▸ Exercise:
Tell me how many lines in the data include "Calle", and keep the reply to that number.

▸ Information shown:

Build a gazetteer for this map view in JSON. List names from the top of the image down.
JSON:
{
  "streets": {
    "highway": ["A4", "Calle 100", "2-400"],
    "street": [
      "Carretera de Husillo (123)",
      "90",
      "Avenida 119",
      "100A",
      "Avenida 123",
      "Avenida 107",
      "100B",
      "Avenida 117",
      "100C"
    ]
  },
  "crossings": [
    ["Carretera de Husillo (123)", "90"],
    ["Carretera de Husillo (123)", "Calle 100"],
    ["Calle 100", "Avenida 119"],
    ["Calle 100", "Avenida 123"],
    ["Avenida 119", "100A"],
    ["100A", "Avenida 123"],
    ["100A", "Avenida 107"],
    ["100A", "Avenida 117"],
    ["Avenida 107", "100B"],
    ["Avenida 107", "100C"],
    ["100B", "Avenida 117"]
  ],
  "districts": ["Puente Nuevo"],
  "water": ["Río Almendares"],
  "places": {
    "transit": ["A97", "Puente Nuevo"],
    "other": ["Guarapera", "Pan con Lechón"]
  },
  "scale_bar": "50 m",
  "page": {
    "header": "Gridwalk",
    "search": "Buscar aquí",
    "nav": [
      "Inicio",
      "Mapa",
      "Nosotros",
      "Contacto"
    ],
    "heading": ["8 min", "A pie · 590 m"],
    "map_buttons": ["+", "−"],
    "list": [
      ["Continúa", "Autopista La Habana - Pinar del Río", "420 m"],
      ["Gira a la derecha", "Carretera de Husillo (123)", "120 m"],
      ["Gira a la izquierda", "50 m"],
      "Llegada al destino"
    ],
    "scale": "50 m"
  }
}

▸ Task output:
4